Oh, I knew the combative side of Martin all right. I saw several of his fights during the 10 years I traveled with the Minnesota Twins, and I broke the story of his battle with a marshmallow salesman. Having once argued with him for two hours on an elevator, I knew how scary he could be.

I also saw his drinking bouts, the fury of his raging battles with New York Yankee President George Steinbrenner and his unceasing struggle to finish first. None of that has been exaggerated. Having grown up on the Oakland waterfront, he was a street fighter with no ethics.

It's what the sports chroniclers left out that surprises me. Martin's detailed approach to managing, skill in motivating men and ability to develop pride could have been utilized by the corporate world if he would have overcome his drinking. He also could be loveable with a pixie delight in practical jokes, and he was a helluva cook.

Those sides of Martin have been forgotten in the tragedy of his personal life and his death in a truck crash.

Martin was still a player in 1961, when I first met him. It was his last year, though he was only 33. After seven spectacular years with the Yankees, he had been traded several times - finally to the Twins. I was in my first year as a young baseball writer for the Minneapolis Star.

He was hitting only .242 and furious with himself, but not about the batting average. His cheekbone had been crushed by a pitched ball, and he was backing away from inside curveballs. He told me how much that hurt his pride, and I was the first one to write about it.

Some colleagues expected me to feel his wrath, but he thanked me for writing the truth. I learned that day to stick with fairness and the truth. It was a lesson that helped me through hundreds of difficult times in reporting on sports and then business - including several with Martin.

He retired as a player during spring training of 1962, after helping rookie Bernie Allen learn enough to replace him at second base. That was my first glimpse of Martin as a teacher - one of his most important attributes.

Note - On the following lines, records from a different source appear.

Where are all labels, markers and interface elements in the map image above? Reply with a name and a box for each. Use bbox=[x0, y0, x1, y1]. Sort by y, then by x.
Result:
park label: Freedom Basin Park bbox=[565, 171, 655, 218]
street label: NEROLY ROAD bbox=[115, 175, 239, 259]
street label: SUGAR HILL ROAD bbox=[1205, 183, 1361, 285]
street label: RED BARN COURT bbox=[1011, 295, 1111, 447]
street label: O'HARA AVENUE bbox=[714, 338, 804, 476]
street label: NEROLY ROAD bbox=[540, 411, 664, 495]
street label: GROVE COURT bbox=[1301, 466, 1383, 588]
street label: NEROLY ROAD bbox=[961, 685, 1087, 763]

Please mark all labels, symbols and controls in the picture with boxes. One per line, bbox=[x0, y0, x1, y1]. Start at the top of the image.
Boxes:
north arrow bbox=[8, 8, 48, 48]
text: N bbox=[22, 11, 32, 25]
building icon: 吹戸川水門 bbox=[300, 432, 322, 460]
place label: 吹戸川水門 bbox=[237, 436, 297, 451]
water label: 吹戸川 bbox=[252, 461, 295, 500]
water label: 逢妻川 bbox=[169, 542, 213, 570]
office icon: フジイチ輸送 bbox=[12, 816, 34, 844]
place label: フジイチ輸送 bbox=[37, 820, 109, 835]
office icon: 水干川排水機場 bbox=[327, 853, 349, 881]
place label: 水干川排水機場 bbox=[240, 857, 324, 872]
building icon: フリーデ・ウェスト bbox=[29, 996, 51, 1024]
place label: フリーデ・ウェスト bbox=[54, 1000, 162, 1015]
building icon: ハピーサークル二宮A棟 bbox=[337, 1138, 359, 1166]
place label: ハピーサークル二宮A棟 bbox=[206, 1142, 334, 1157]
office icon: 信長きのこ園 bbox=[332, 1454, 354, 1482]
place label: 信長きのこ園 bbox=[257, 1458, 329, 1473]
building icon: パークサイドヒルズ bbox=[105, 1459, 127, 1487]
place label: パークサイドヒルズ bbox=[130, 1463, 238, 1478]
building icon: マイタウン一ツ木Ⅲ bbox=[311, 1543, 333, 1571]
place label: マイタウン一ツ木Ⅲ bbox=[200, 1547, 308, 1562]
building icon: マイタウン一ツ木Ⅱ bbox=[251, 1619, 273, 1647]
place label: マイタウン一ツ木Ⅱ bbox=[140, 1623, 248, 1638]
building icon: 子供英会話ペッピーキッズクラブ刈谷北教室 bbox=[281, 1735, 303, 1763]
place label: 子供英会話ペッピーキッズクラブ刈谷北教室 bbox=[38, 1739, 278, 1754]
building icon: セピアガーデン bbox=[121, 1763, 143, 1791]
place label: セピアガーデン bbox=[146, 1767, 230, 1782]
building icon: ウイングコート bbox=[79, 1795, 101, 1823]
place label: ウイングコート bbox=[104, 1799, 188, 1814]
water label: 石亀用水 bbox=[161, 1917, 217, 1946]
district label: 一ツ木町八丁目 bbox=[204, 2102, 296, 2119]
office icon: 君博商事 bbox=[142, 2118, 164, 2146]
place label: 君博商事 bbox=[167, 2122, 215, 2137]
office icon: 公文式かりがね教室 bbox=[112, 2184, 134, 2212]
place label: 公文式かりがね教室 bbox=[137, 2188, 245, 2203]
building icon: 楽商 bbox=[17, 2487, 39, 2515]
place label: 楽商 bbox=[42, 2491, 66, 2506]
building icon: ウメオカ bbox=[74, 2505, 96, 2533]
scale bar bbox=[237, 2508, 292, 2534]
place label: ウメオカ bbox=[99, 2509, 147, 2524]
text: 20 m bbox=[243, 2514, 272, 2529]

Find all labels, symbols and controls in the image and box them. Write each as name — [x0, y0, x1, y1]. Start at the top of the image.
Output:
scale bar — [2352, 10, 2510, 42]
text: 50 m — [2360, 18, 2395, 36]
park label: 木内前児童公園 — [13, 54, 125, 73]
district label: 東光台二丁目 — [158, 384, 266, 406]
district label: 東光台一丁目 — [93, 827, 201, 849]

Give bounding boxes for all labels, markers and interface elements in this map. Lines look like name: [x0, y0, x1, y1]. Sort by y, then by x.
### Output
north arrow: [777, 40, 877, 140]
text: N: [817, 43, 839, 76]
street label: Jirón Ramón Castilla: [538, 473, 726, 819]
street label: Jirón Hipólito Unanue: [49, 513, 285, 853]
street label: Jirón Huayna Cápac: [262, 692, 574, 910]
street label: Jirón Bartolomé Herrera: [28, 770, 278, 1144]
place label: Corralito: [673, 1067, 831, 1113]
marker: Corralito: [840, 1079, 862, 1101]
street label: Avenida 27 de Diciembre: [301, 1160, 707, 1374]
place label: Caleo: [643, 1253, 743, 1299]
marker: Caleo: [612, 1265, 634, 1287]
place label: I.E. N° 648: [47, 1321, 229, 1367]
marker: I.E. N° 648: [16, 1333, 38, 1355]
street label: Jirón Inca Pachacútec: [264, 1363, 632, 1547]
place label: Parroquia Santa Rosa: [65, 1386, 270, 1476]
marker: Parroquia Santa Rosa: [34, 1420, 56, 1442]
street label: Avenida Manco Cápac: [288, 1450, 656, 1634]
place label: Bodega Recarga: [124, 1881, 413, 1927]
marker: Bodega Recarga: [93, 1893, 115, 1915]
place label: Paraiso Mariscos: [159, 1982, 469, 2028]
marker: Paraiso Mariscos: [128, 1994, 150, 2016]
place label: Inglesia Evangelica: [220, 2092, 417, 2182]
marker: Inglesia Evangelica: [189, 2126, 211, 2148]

He started his post-playing career as a scout and instructor of young players in the Twins system. In 1964, he was hired by President Calvin Griffith to coach third base and "light a fire'' under the Twins, who had tied for sixth in 1964. He did.

They won the American League pennant in 1965 with the same team, including six home run sluggers led by Harmon Killebrew. Martin added daring baserunning, and he personally coached Zoilo Versalles to the Most Valuable Player award.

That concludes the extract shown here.